[Stored data]

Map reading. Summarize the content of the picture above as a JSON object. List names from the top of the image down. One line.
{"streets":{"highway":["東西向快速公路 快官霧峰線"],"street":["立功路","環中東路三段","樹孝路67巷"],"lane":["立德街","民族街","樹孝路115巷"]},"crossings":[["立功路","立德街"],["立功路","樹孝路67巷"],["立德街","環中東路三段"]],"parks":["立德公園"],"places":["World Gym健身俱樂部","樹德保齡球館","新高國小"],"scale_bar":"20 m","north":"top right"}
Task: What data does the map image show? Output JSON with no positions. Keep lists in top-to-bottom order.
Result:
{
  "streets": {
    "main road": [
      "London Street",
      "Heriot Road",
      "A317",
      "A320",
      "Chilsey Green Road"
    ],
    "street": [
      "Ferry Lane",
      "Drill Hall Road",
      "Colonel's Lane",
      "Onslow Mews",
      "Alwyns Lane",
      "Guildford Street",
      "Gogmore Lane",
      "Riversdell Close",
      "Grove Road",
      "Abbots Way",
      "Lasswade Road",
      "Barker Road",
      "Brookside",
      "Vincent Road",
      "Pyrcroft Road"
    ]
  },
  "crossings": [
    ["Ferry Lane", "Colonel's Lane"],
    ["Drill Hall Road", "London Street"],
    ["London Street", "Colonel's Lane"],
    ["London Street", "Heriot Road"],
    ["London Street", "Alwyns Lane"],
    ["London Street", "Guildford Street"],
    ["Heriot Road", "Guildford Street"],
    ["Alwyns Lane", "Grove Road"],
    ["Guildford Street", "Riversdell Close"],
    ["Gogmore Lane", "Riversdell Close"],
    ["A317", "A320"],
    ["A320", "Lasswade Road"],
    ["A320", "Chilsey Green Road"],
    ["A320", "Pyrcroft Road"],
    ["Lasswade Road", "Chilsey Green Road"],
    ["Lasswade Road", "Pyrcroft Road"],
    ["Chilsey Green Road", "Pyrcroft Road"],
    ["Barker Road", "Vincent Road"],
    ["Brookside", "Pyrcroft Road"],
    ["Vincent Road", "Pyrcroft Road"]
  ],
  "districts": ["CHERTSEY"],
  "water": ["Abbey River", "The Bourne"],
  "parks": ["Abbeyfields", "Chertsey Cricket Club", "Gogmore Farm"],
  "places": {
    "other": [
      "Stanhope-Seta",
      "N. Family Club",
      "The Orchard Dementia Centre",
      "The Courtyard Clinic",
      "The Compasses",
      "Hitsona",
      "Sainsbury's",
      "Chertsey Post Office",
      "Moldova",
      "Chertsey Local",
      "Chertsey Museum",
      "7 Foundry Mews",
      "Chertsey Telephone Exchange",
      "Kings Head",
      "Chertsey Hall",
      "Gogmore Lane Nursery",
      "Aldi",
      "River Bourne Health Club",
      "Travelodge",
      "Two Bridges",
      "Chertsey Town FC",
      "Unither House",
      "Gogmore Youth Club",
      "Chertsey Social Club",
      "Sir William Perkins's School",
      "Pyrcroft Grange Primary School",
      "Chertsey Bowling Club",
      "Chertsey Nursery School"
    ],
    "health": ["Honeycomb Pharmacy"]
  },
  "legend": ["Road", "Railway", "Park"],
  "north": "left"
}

◆ YOUR TASK ◆
Across the entries, tally every line that contains the word "Club" and report the sum by itself.

◆ EXPECTED ANSWER ◆
6